(Stored items)

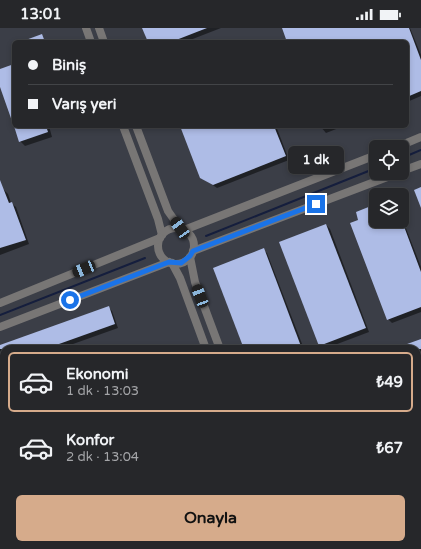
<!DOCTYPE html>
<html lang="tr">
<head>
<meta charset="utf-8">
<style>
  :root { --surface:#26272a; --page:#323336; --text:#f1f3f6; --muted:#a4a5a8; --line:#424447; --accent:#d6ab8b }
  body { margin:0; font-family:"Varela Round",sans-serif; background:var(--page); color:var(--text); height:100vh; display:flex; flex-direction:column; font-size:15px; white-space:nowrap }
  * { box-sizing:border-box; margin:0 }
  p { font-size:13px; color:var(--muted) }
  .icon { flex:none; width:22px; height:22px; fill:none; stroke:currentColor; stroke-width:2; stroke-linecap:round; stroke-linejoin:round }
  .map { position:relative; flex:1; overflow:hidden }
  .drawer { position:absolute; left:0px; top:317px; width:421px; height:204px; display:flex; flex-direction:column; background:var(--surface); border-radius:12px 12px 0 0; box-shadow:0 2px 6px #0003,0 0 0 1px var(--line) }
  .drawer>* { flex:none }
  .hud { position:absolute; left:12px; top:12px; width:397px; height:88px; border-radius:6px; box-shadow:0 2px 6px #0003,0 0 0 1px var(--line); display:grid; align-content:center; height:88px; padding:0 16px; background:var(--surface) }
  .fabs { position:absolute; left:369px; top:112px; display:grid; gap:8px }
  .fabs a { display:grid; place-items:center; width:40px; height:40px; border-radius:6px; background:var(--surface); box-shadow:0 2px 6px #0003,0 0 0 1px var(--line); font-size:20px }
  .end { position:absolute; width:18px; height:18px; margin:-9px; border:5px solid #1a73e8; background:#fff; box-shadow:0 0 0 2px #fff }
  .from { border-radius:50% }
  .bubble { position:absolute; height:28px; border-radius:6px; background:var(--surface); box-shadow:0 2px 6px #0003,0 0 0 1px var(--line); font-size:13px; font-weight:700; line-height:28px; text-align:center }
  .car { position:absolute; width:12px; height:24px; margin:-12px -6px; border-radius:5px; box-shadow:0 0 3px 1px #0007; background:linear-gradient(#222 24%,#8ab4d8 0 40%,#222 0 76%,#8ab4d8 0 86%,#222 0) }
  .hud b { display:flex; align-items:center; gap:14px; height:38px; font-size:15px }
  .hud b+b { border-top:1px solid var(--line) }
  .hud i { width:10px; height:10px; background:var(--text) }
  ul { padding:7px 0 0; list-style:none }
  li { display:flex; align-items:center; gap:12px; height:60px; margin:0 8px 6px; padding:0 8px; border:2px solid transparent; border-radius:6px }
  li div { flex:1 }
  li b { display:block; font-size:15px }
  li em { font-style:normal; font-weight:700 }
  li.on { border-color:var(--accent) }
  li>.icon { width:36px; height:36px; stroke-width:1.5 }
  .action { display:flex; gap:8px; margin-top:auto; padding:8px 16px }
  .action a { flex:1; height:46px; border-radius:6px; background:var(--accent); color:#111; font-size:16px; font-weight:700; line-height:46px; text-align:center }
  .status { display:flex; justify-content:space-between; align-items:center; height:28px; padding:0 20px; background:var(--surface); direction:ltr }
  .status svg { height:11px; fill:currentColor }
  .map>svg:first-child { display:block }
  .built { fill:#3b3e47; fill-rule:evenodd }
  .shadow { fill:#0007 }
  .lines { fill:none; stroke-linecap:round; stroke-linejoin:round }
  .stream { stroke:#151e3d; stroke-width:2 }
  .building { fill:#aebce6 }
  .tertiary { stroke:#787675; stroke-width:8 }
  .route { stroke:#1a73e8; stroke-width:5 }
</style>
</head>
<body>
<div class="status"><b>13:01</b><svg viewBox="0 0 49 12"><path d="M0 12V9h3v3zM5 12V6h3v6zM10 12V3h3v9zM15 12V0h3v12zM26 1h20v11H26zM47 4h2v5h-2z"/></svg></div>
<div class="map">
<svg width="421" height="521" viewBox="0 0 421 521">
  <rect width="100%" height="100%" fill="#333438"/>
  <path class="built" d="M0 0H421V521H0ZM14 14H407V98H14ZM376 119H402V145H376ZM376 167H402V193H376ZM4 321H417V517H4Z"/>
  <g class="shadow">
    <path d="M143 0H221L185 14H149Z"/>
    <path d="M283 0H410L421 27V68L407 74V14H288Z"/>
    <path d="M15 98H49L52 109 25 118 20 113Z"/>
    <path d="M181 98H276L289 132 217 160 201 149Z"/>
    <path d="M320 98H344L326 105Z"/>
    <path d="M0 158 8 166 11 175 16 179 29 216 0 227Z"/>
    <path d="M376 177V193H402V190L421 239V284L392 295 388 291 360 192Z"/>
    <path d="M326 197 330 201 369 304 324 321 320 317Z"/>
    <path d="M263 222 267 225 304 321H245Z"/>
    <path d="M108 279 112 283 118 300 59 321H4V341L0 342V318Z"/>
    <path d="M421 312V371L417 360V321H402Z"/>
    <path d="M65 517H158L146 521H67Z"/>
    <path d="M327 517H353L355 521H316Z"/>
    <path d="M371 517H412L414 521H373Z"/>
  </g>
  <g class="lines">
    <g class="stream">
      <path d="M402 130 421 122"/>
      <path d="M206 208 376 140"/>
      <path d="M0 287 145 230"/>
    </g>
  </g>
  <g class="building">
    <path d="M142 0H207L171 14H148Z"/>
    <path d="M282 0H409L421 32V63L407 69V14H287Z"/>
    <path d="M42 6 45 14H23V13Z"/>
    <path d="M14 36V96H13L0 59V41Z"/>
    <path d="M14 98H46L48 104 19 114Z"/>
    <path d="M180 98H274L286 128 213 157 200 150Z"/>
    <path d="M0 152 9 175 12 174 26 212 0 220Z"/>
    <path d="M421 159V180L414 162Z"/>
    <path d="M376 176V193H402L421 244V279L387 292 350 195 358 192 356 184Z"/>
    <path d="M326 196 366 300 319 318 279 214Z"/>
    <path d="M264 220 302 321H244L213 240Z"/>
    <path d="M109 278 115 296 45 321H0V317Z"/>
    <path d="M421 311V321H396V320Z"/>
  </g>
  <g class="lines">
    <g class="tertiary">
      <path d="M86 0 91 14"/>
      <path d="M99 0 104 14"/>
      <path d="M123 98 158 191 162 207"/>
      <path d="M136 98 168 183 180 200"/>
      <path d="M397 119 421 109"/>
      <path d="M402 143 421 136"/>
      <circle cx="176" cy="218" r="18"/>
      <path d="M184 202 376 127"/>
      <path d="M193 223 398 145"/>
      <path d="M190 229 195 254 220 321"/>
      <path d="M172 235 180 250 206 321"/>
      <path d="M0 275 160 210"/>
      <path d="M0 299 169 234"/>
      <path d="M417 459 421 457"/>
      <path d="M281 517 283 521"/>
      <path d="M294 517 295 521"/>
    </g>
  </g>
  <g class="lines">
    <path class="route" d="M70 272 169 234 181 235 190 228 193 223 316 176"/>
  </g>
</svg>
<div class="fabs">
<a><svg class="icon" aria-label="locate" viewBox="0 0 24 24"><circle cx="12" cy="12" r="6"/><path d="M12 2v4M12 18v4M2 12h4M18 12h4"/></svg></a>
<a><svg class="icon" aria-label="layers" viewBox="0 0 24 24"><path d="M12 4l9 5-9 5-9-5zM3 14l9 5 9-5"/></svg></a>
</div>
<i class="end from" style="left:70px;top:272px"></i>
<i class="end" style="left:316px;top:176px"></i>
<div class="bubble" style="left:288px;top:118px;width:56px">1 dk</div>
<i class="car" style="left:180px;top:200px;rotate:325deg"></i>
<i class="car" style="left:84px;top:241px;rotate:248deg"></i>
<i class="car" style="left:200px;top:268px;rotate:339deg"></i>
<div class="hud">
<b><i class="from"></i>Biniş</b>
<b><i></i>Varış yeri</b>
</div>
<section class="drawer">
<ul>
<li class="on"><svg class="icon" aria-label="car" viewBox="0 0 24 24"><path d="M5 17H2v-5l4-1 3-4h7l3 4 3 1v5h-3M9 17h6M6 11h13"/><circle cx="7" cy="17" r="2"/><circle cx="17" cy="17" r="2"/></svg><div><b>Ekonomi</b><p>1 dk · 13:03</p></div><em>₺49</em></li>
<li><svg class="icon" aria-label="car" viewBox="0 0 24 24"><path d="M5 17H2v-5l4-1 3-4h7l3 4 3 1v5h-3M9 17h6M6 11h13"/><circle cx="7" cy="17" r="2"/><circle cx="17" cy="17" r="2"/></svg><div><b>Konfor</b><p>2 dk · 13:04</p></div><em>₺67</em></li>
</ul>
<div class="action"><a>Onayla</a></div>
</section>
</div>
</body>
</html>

Activity: Using the data above, count the lines that include "linejoin" and write the number alone.

Response: 2